Which test is best?
- By Joab Jackson
- Nov 16, 2004
Popular benchmarks can be misleading; experts say the best way to evaluate systems is still to set your own metrics
NASA's Columbia supercomputer is the world's fastest, according to the Linpak benchmark. But, 'we really don't care about Linpack that much,' says NASA's Walt Brooks, 'we're much more interested in reliability, usability, productivity and what really happens with the system.'
Courtesy of SGI
Last month, NASA announced it was running what may well be world's fastest computer. The Columbia, named in honor the crew of the space shuttle Columbia, consists of 20 interconnected SGI 512-processor systems.

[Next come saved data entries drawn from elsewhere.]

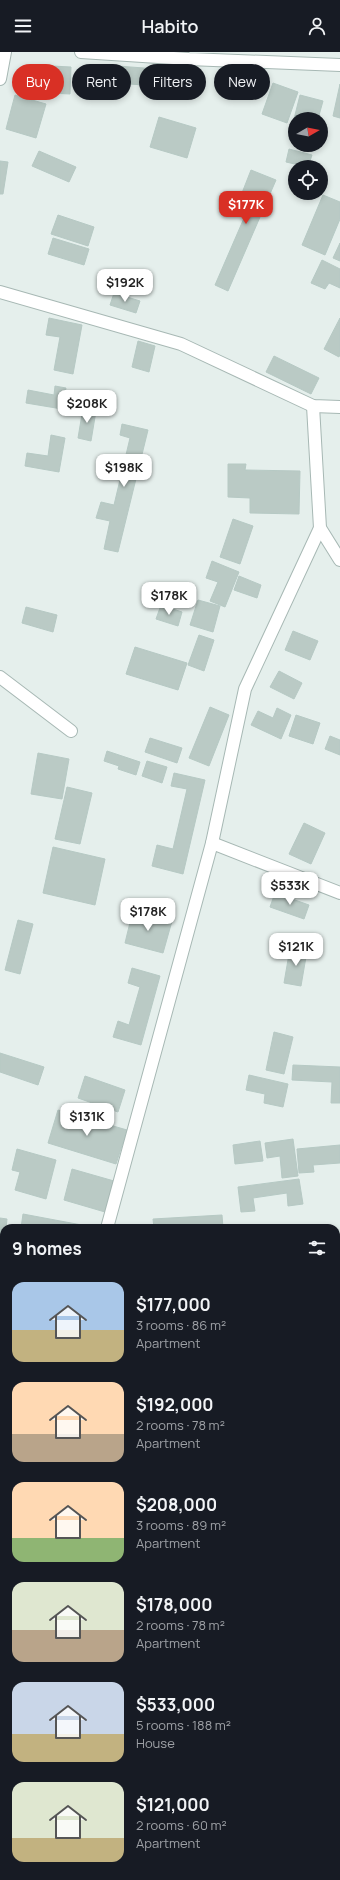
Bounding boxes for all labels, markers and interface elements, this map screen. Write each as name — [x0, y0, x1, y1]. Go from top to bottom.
text: Habito — [142, 14, 198, 38]
icon: menu — [12, 15, 34, 37]
icon: person — [306, 15, 328, 37]
chip: Buy — [12, 64, 64, 100]
chip: Rent — [72, 64, 131, 100]
chip: Filters — [139, 64, 206, 100]
chip: New — [214, 64, 270, 100]
north arrow — [288, 112, 328, 152]
map controls — [288, 112, 328, 200]
button: locate — [288, 160, 328, 200]
pin: $177K — [218, 191, 274, 225]
text: $177K — [228, 195, 264, 213]
pin: $192K — [97, 269, 153, 303]
text: $192K — [106, 273, 144, 291]
pin: $208K — [59, 390, 115, 424]
text: $208K — [67, 394, 107, 412]
pin: $198K — [96, 454, 152, 488]
text: $198K — [105, 458, 143, 476]
pin: $178K — [141, 582, 197, 616]
text: $178K — [150, 586, 188, 604]
pin: $533K — [262, 872, 318, 906]
text: $533K — [270, 876, 310, 894]
pin: $178K — [120, 898, 176, 932]
text: $178K — [129, 902, 167, 920]
pin: $121K — [268, 933, 324, 967]
text: $121K — [278, 937, 314, 955]
pin: $131K — [59, 1103, 115, 1137]
text: $131K — [69, 1107, 105, 1125]
text: 9 homes — [12, 1237, 82, 1260]
icon: filters — [306, 1237, 328, 1259]
text: $177,000 — [136, 1293, 211, 1316]
icon: home — [44, 1298, 92, 1346]
text: 3 rooms · 86 m² — [136, 1316, 226, 1334]
text: Apartment — [136, 1334, 200, 1352]
text: $192,000 — [136, 1393, 214, 1416]
icon: home — [44, 1398, 92, 1446]
text: 2 rooms · 78 m² — [136, 1416, 225, 1434]
text: Apartment — [136, 1434, 200, 1452]
text: $208,000 — [136, 1493, 217, 1516]
icon: home — [44, 1498, 92, 1546]
text: 3 rooms · 89 m² — [136, 1516, 226, 1534]
text: Apartment — [136, 1534, 200, 1552]
text: $178,000 — [136, 1593, 212, 1616]
icon: home — [44, 1598, 92, 1646]
text: 2 rooms · 78 m² — [136, 1616, 225, 1634]
text: Apartment — [136, 1634, 200, 1652]
text: $533,000 — [136, 1693, 215, 1716]
icon: home — [44, 1698, 92, 1746]
text: 5 rooms · 188 m² — [136, 1716, 231, 1734]
text: House — [136, 1734, 175, 1752]
text: $121,000 — [136, 1793, 210, 1816]
icon: home — [44, 1798, 92, 1846]
text: 2 rooms · 60 m² — [136, 1816, 227, 1834]
text: Apartment — [136, 1834, 200, 1852]

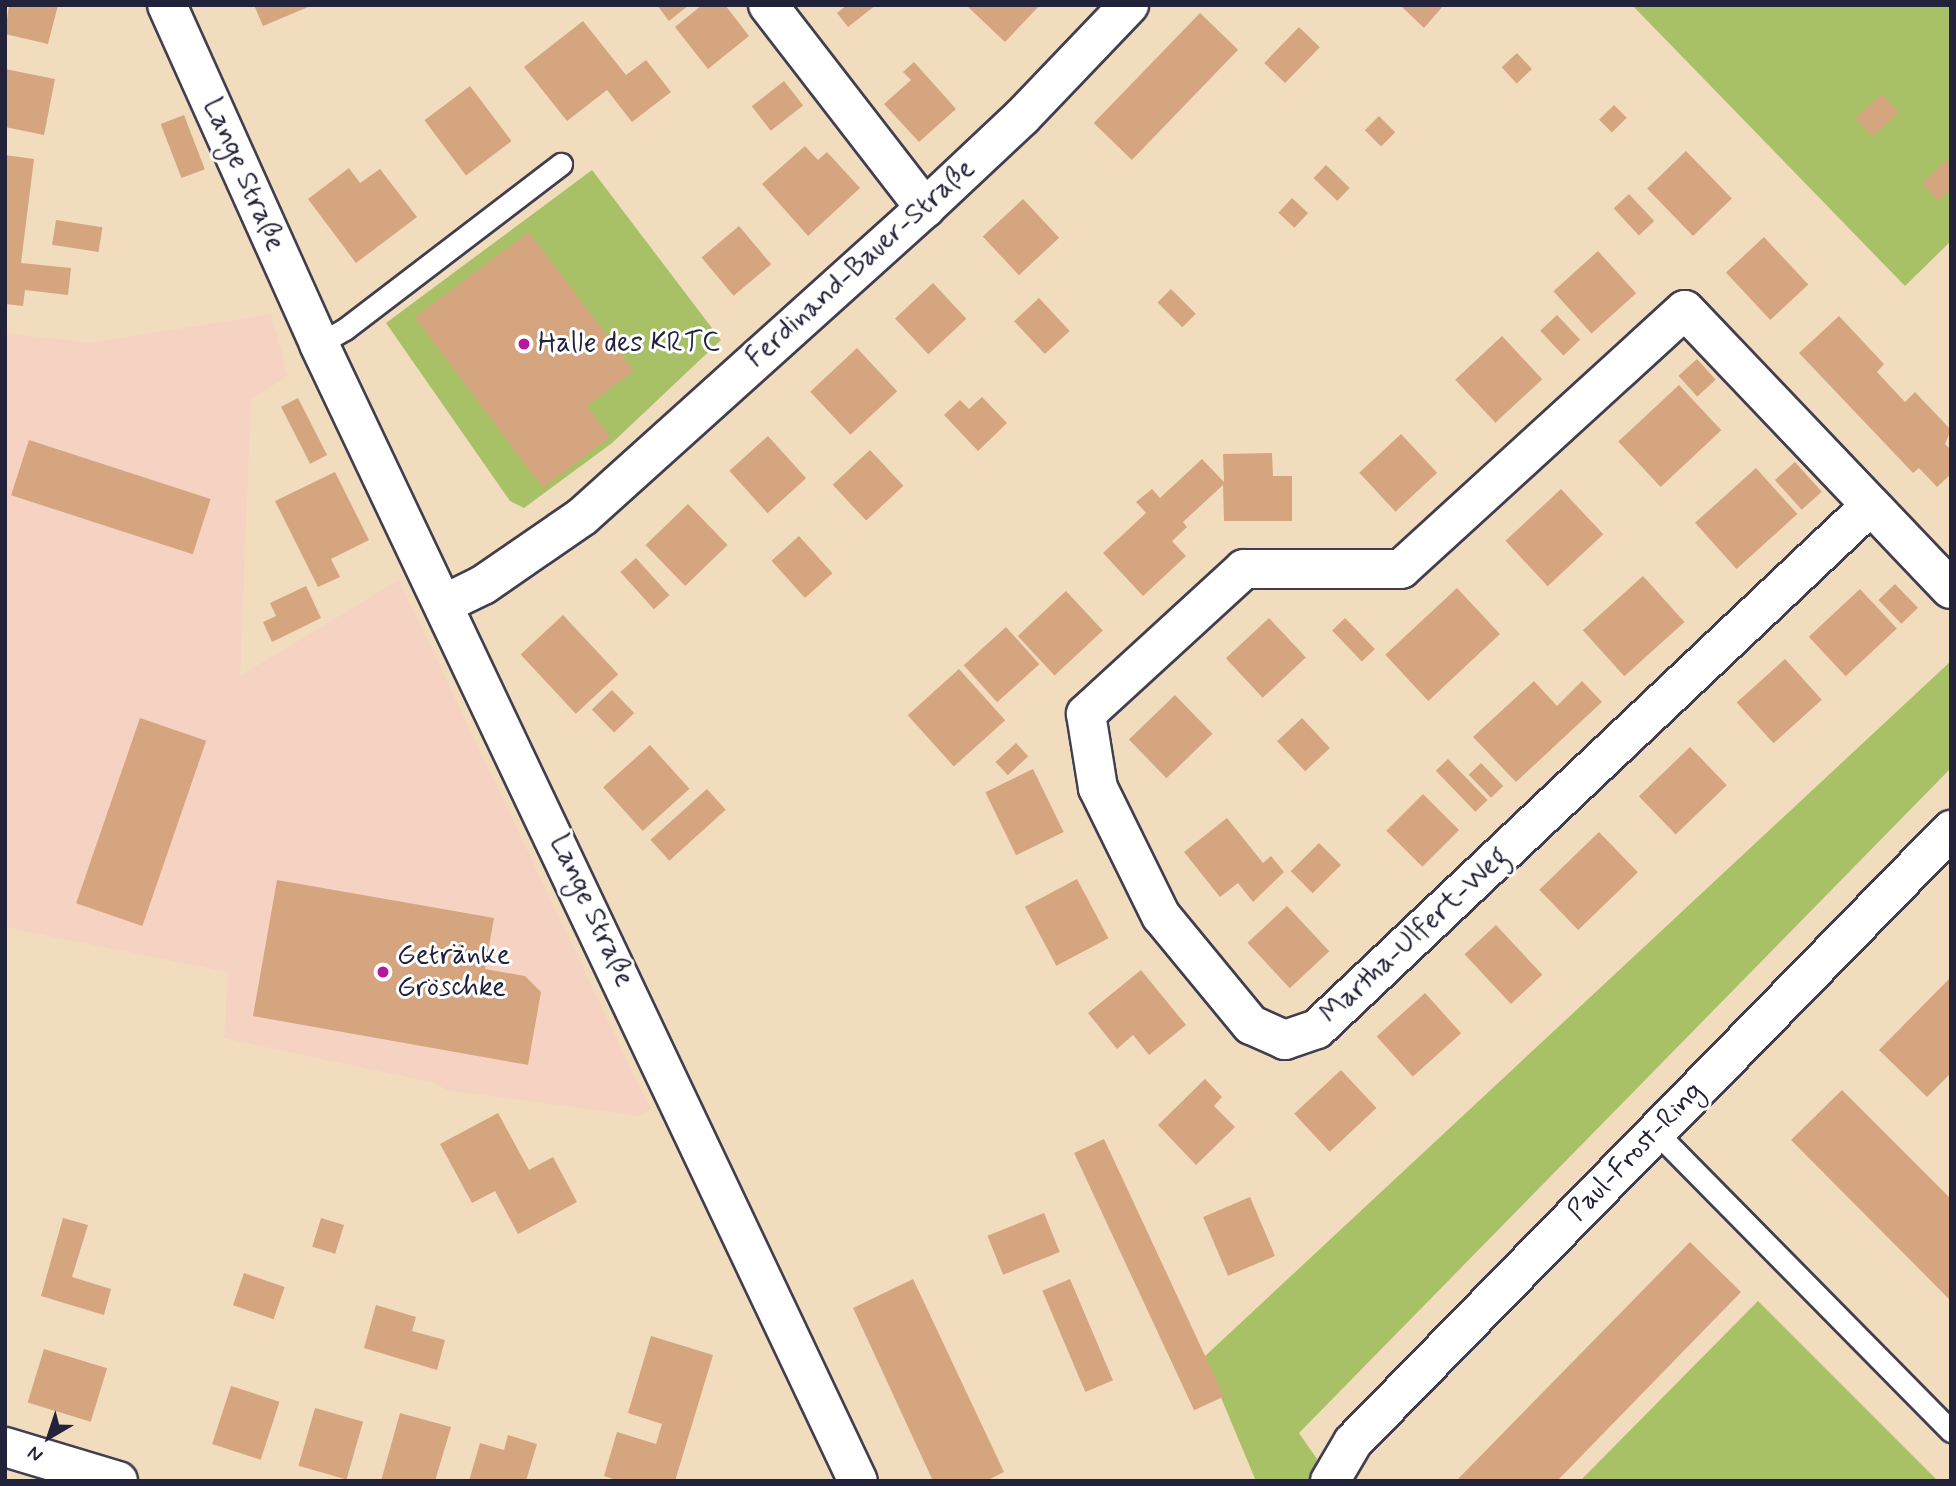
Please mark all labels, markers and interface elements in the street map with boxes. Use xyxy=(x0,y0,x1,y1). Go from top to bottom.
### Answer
street label: Lange Straße xyxy=(194,93,292,257)
street label: Ferdinand-Bauer-Straße xyxy=(740,152,982,376)
place label: Halle des KRTC xyxy=(538,327,725,361)
marker: Halle des KRTC xyxy=(516,336,532,352)
street label: Lange Straße xyxy=(541,830,641,992)
street label: Martha-Ulfert-Weg xyxy=(1314,840,1516,1032)
place label: Getränke Gröschke xyxy=(397,939,510,1005)
marker: Getränke Gröschke xyxy=(375,964,391,980)
street label: Paul-Frost-Ring xyxy=(1561,1075,1711,1229)
north arrow xyxy=(14,1402,84,1472)
text: N xyxy=(23,1440,48,1467)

NASA said the computer reached a sustained peak rate of 42.7 trillion floating-point operations per second.
The announcement followed a declaration last month from IBM Corp. that it had the world's fastest supercomputer, one it plans to deliver to Lawrence Livermore National Laboratories next year. IBM claimed that its system achieved a sustained performance of 36.01 TFLOPS in the IBM laboratory.
IBM's number had edged out the performance of the Earth Simulator in Yokohama, Japan, which had held the title of the fastest computer of the last few years. That unit, built by NEC Corp., can run at 35.86 TFLOPS, according to the simulator manager's submission to the most recent Top500.Org list of the 500 fastest supercomputers.
All these organizations used the same benchmark to test their computers, one called Linpack. One of the dirty little secrets of the government high-performance computing world, though, is that Linpack doesn't measure anything useful, other than how quickly a supercomputer can execute the Linpack test.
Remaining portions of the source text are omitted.